TASK BRIEF
Copy out the final stretch of the listing: the line that contains "Extract the structured" and all lines after it, exactly as they appear.

DATASET EXTRACT
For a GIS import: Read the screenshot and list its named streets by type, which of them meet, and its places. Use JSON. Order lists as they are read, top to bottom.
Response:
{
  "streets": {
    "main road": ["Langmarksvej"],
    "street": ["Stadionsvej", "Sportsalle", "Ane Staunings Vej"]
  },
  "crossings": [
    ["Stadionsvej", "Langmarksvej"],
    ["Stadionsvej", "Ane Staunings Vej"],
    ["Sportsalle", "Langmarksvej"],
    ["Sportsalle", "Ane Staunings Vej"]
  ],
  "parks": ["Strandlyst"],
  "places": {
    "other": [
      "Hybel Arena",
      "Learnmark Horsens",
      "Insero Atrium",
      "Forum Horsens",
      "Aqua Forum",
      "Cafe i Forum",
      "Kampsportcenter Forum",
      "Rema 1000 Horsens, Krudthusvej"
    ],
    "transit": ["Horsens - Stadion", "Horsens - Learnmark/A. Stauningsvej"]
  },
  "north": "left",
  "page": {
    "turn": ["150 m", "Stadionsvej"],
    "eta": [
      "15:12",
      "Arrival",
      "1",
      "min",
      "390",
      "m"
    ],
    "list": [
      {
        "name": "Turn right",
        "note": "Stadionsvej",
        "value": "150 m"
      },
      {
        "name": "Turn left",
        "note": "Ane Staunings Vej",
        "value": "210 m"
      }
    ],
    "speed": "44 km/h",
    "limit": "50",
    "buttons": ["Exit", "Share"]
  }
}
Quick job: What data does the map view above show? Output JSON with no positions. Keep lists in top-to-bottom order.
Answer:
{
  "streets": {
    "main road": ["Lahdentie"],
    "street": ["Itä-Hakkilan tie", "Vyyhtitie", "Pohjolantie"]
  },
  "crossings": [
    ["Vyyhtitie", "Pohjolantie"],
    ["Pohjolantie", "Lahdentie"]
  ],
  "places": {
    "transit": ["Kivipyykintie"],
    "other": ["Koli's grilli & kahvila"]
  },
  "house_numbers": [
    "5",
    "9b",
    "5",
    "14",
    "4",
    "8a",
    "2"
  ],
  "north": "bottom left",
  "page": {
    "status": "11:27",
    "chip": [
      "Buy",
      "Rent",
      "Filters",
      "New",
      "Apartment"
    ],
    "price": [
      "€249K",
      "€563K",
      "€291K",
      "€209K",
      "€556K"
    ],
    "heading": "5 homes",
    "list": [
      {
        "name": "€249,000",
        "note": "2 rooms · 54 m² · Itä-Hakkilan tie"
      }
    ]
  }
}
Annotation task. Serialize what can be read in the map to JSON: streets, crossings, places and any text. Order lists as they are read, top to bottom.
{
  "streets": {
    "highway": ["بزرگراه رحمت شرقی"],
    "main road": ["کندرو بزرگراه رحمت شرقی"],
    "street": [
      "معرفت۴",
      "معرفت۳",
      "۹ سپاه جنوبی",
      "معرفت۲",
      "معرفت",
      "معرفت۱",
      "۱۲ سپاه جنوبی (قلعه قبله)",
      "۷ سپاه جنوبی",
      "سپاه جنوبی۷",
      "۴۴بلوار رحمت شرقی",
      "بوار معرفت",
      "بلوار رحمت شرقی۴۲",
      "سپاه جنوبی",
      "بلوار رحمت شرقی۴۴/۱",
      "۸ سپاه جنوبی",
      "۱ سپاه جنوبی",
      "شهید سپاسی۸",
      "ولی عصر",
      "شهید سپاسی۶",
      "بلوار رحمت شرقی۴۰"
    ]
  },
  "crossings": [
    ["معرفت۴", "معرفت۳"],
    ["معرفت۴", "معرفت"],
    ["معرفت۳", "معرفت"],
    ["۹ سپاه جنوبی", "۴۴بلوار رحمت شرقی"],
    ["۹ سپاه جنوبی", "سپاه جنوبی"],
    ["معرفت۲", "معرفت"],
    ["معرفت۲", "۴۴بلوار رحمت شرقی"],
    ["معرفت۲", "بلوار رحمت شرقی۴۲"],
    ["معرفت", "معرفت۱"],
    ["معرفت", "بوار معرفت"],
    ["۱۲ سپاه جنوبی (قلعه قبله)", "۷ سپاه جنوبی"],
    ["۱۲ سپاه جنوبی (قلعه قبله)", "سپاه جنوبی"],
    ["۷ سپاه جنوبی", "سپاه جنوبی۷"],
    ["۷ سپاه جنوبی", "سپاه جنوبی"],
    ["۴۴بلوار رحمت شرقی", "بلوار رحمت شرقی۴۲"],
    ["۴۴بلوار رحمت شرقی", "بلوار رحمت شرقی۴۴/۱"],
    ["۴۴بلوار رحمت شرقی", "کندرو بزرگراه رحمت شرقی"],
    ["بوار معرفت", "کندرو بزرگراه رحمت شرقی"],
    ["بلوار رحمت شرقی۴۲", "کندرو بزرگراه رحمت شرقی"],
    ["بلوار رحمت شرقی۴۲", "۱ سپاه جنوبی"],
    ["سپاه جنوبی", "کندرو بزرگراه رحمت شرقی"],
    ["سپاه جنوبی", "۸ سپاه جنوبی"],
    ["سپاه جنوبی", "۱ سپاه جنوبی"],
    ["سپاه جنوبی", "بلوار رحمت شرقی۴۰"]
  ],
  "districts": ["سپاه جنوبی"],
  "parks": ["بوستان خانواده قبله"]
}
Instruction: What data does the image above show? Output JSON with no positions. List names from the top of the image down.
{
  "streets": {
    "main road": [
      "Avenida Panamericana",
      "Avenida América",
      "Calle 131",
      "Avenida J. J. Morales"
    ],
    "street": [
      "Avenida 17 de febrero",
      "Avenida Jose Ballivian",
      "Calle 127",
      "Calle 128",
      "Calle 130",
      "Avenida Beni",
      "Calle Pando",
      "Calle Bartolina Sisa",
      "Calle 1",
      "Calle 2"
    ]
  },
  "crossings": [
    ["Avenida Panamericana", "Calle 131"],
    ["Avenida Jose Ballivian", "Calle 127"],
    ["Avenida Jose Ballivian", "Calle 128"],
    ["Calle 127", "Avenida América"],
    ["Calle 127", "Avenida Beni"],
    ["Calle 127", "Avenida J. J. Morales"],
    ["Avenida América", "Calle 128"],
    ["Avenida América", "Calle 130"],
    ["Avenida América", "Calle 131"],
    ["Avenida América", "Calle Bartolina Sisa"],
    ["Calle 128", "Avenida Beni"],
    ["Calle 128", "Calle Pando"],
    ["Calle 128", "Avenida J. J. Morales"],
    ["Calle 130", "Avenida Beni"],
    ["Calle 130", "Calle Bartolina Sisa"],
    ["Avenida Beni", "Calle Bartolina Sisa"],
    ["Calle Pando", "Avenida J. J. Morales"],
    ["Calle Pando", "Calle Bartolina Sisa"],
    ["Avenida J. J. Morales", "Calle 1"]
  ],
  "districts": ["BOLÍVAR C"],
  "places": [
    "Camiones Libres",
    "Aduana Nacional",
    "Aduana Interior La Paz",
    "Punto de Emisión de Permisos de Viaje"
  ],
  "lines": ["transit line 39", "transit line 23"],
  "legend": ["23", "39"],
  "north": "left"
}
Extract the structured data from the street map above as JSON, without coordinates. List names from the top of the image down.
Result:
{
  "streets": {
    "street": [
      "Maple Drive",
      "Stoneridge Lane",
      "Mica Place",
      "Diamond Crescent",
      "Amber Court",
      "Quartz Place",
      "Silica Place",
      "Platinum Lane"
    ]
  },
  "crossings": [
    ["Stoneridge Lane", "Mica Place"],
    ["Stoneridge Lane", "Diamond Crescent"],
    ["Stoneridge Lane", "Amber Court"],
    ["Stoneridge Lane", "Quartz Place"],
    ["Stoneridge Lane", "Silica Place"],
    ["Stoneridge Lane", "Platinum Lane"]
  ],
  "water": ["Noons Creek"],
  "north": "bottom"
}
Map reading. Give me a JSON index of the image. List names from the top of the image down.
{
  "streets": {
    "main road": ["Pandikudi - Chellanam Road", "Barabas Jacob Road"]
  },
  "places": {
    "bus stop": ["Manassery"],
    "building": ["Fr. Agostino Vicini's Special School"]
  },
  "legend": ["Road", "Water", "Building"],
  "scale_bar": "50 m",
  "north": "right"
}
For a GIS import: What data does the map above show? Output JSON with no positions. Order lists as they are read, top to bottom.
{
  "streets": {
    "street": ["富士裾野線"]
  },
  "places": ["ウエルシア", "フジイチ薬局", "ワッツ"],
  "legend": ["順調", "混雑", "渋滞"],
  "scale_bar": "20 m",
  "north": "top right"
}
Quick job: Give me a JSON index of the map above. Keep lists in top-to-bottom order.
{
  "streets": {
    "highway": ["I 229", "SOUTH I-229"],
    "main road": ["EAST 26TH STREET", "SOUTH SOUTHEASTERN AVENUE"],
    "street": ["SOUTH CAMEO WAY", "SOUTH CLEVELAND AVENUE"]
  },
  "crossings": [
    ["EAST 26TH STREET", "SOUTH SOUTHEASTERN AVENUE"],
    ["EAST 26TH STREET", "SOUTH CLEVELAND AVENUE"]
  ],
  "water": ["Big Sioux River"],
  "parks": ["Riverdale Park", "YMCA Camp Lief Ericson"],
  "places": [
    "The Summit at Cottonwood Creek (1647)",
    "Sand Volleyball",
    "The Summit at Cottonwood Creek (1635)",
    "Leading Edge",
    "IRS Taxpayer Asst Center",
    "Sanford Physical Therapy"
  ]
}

WORKED SOLUTION
Extract the structured data from the street map above as JSON, without coordinates. List names from the top of the image down.
Result:
{
  "streets": {
    "street": [
      "Maple Drive",
      "Stoneridge Lane",
      "Mica Place",
      "Diamond Crescent",
      "Amber Court",
      "Quartz Place",
      "Silica Place",
      "Platinum Lane"
    ]
  },
  "crossings": [
    ["Stoneridge Lane", "Mica Place"],
    ["Stoneridge Lane", "Diamond Crescent"],
    ["Stoneridge Lane", "Amber Court"],
    ["Stoneridge Lane", "Quartz Place"],
    ["Stoneridge Lane", "Silica Place"],
    ["Stoneridge Lane", "Platinum Lane"]
  ],
  "water": ["Noons Creek"],
  "north": "bottom"
}
Map reading. Give me a JSON index of the image. List names from the top of the image down.
{
  "streets": {
    "main road": ["Pandikudi - Chellanam Road", "Barabas Jacob Road"]
  },
  "places": {
    "bus stop": ["Manassery"],
    "building": ["Fr. Agostino Vicini's Special School"]
  },
  "legend": ["Road", "Water", "Building"],
  "scale_bar": "50 m",
  "north": "right"
}
For a GIS import: What data does the map above show? Output JSON with no positions. Order lists as they are read, top to bottom.
{
  "streets": {
    "street": ["富士裾野線"]
  },
  "places": ["ウエルシア", "フジイチ薬局", "ワッツ"],
  "legend": ["順調", "混雑", "渋滞"],
  "scale_bar": "20 m",
  "north": "top right"
}
Quick job: Give me a JSON index of the map above. Keep lists in top-to-bottom order.
{
  "streets": {
    "highway": ["I 229", "SOUTH I-229"],
    "main road": ["EAST 26TH STREET", "SOUTH SOUTHEASTERN AVENUE"],
    "street": ["SOUTH CAMEO WAY", "SOUTH CLEVELAND AVENUE"]
  },
  "crossings": [
    ["EAST 26TH STREET", "SOUTH SOUTHEASTERN AVENUE"],
    ["EAST 26TH STREET", "SOUTH CLEVELAND AVENUE"]
  ],
  "water": ["Big Sioux River"],
  "parks": ["Riverdale Park", "YMCA Camp Lief Ericson"],
  "places": [
    "The Summit at Cottonwood Creek (1647)",
    "Sand Volleyball",
    "The Summit at Cottonwood Creek (1635)",
    "Leading Edge",
    "IRS Taxpayer Asst Center",
    "Sanford Physical Therapy"
  ]
}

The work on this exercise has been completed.